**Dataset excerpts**
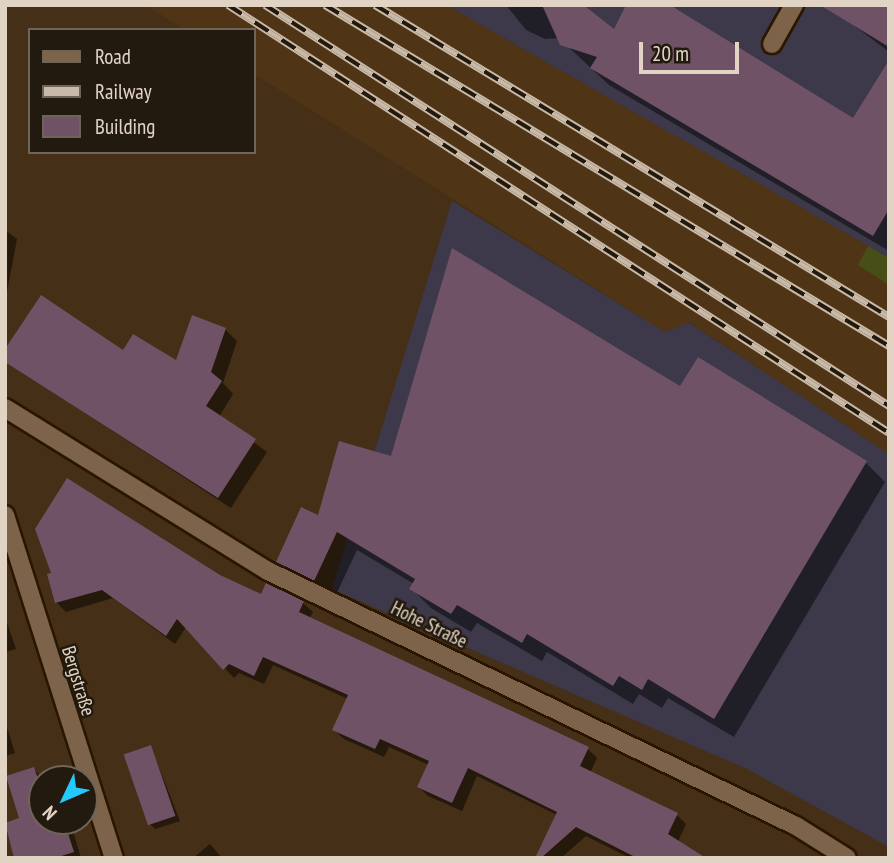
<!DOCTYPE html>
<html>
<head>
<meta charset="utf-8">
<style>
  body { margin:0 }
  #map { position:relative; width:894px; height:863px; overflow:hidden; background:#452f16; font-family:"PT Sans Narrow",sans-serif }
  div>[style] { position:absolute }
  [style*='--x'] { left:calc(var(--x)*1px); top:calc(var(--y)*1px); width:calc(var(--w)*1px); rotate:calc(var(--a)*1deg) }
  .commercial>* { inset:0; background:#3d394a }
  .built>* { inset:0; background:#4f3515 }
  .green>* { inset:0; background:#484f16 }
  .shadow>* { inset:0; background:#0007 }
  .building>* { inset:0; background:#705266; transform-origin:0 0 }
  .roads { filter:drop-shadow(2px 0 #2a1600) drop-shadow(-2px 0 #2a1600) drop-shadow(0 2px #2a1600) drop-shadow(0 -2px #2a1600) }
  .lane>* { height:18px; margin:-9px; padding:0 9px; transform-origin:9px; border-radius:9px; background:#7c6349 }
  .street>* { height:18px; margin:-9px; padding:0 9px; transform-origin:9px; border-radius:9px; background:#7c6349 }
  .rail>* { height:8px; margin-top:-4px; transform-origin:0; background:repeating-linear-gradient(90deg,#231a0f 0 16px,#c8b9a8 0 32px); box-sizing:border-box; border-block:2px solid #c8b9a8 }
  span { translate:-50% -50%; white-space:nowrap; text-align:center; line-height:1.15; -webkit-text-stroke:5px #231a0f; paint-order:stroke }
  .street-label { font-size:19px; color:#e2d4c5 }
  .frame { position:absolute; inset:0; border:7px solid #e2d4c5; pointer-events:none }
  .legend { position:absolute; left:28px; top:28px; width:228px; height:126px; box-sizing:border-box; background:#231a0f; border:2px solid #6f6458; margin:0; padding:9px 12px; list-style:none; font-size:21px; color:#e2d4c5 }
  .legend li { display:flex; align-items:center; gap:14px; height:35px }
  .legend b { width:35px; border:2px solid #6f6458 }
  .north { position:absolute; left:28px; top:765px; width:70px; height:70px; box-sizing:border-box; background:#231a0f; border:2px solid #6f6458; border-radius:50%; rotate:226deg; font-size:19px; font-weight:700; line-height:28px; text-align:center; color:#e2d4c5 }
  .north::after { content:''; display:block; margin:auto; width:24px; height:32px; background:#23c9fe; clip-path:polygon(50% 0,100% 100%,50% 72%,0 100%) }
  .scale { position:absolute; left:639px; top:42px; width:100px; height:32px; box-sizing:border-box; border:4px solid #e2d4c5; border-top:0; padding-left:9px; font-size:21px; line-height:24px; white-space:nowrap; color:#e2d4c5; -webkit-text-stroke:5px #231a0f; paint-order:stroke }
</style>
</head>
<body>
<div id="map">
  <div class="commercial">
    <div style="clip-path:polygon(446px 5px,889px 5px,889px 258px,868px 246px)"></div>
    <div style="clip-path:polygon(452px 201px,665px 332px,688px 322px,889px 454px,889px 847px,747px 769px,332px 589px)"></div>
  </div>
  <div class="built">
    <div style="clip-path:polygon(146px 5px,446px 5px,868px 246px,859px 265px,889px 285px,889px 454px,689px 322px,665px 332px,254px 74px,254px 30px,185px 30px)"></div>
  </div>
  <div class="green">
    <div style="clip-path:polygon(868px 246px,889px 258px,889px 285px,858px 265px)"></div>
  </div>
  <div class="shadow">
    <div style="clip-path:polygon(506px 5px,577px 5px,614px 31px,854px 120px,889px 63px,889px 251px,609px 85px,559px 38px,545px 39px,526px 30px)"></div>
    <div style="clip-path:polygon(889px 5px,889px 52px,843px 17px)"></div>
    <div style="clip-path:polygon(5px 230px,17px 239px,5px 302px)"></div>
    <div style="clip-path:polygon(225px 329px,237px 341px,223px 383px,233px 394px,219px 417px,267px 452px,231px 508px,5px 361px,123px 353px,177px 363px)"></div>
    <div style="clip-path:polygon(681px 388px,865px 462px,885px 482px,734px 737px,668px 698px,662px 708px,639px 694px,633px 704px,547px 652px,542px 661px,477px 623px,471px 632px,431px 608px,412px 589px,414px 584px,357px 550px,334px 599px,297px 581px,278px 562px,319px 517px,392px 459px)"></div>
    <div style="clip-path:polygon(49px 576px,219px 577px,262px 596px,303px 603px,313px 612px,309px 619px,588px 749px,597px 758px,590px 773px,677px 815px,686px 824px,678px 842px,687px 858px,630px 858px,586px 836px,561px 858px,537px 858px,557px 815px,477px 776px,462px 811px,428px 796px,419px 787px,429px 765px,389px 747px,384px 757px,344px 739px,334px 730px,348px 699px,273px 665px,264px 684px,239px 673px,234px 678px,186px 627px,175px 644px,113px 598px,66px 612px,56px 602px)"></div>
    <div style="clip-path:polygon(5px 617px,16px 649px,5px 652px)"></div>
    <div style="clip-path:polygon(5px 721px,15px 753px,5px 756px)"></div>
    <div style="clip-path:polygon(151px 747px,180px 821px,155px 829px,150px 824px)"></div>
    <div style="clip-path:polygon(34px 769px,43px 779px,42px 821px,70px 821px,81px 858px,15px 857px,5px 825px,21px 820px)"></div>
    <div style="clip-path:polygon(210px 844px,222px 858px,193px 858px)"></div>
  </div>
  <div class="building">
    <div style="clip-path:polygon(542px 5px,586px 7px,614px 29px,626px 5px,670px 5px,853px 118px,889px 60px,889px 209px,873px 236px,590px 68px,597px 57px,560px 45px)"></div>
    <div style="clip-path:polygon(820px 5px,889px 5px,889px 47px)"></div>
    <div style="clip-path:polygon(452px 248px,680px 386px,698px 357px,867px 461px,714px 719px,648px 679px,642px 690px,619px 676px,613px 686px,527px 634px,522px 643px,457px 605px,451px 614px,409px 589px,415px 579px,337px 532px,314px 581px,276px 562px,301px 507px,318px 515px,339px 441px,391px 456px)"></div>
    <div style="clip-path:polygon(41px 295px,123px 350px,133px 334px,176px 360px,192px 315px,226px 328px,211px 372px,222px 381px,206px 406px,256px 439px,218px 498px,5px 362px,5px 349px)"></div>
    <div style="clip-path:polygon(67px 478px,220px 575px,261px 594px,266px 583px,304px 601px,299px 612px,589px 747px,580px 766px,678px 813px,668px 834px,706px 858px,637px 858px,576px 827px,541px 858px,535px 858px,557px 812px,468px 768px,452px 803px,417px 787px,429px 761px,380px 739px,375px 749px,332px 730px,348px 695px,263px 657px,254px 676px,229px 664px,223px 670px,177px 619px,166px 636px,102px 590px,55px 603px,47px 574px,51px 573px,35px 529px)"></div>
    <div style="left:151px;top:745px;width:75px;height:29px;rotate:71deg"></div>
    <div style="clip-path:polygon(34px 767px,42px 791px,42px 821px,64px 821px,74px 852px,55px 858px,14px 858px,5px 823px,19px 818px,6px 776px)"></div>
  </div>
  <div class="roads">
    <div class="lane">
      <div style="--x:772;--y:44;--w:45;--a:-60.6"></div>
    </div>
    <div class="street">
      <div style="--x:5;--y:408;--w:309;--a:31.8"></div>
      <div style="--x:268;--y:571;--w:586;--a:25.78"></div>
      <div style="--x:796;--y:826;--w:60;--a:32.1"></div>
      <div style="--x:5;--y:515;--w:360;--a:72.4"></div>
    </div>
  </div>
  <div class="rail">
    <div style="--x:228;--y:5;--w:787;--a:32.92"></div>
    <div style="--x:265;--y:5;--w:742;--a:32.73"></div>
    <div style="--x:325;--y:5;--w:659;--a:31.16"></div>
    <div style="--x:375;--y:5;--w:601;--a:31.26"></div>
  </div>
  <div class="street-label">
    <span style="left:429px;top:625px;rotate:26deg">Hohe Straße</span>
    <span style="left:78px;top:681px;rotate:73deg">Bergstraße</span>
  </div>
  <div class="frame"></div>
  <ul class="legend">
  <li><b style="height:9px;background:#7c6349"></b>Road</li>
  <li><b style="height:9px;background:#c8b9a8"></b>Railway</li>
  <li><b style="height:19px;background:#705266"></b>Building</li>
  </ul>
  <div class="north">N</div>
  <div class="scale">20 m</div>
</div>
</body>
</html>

==

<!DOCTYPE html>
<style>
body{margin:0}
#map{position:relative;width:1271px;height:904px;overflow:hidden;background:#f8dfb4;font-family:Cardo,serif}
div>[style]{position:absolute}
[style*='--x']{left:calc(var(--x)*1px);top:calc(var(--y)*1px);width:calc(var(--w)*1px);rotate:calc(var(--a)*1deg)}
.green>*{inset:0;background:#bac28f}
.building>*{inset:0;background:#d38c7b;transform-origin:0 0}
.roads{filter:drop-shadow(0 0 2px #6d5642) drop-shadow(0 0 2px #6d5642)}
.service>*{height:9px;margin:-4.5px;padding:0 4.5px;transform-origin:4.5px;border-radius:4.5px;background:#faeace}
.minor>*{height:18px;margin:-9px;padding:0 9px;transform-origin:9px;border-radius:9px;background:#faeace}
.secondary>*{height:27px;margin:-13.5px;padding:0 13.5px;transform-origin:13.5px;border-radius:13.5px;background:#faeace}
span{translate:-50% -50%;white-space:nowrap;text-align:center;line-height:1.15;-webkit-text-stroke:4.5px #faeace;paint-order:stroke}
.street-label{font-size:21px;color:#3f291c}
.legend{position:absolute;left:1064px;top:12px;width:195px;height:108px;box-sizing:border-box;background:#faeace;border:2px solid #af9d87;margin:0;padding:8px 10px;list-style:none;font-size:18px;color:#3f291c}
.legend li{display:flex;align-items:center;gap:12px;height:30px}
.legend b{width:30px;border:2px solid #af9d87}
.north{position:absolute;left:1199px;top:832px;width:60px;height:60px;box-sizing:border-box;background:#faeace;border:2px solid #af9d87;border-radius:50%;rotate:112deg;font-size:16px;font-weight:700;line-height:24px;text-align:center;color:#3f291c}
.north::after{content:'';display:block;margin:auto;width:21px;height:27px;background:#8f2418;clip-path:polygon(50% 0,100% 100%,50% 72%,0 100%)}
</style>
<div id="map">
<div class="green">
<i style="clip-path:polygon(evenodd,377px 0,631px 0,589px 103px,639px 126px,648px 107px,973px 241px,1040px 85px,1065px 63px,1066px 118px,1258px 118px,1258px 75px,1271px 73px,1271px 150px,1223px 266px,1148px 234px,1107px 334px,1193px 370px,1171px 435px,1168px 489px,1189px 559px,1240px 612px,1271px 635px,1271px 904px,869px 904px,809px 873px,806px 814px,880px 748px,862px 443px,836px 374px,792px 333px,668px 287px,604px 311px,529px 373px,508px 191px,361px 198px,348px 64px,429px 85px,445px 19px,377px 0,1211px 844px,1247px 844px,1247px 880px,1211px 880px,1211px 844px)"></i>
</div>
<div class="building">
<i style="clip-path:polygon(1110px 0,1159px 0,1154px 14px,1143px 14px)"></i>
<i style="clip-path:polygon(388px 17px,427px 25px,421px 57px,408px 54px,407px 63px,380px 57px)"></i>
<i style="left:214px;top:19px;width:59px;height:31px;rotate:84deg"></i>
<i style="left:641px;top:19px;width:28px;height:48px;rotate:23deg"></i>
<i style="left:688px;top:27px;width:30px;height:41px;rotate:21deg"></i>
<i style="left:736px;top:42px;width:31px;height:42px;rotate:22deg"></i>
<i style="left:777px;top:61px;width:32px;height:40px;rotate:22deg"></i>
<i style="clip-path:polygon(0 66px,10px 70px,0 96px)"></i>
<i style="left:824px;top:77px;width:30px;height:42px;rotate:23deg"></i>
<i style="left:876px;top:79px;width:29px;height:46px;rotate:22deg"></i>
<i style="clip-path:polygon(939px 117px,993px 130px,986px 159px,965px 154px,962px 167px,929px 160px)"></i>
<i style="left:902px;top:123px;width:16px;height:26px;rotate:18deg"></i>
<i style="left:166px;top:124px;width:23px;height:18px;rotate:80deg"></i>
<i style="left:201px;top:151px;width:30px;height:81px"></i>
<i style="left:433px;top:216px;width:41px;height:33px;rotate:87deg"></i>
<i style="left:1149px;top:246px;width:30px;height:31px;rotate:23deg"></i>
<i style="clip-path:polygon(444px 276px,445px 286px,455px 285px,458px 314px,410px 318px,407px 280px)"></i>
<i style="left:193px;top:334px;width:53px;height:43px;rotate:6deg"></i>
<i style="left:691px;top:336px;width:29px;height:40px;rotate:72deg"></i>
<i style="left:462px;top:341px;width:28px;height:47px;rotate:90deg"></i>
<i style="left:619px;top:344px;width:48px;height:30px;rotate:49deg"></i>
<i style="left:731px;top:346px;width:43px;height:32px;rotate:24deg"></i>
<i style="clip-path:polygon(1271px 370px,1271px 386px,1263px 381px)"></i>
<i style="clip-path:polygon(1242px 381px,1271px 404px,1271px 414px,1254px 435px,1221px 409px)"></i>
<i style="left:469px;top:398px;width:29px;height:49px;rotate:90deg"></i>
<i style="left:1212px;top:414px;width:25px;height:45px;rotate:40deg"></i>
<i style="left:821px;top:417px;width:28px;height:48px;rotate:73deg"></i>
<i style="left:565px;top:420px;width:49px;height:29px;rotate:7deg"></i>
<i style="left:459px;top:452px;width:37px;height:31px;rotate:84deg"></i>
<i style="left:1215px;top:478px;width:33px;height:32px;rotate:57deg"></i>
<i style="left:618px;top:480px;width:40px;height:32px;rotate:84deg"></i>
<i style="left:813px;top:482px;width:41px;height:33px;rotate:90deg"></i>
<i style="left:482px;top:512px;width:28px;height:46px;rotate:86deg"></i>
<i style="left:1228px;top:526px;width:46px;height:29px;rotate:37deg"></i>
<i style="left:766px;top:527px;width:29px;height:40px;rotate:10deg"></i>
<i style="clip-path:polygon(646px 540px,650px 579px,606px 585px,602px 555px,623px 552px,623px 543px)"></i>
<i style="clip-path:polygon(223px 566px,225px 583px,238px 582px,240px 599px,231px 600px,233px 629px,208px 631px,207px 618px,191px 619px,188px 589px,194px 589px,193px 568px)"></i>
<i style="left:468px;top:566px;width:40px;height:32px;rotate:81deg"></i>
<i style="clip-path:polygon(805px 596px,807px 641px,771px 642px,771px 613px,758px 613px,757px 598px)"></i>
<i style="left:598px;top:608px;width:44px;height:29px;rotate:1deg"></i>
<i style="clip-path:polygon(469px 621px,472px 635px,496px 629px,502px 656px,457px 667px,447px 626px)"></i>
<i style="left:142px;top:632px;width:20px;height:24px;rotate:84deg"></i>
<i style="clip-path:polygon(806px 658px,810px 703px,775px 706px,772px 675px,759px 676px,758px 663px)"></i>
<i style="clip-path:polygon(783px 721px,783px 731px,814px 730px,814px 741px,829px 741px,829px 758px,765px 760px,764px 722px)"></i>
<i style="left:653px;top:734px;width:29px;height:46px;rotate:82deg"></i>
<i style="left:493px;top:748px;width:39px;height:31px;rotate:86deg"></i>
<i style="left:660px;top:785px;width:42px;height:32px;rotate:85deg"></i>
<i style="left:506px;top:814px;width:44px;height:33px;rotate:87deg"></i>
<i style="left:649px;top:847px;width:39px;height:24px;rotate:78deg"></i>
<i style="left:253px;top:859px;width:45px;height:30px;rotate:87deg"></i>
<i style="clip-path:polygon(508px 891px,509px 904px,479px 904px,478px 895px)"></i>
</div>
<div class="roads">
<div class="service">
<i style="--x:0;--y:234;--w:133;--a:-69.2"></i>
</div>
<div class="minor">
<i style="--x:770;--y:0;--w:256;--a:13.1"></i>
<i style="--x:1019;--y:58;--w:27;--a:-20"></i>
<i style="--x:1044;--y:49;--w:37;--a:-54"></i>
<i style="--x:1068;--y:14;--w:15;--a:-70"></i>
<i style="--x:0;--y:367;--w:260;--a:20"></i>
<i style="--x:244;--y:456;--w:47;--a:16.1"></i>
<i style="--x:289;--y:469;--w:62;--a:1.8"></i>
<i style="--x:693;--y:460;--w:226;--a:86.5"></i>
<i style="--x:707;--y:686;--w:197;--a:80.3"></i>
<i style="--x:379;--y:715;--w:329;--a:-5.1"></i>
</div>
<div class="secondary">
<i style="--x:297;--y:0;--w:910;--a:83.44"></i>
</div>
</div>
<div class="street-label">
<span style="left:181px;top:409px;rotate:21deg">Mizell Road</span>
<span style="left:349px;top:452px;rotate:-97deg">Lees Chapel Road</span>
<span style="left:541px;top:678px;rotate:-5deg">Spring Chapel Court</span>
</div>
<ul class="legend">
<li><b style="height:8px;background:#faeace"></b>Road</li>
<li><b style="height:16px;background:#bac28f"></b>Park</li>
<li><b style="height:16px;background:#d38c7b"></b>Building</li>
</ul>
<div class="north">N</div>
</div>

**TRY IT**
Find the word "body" in the entries above. Copy every line that has it.

**RESPONSE TO THE TASK**
  body { margin:0 }
<body>
</body>
body{margin:0}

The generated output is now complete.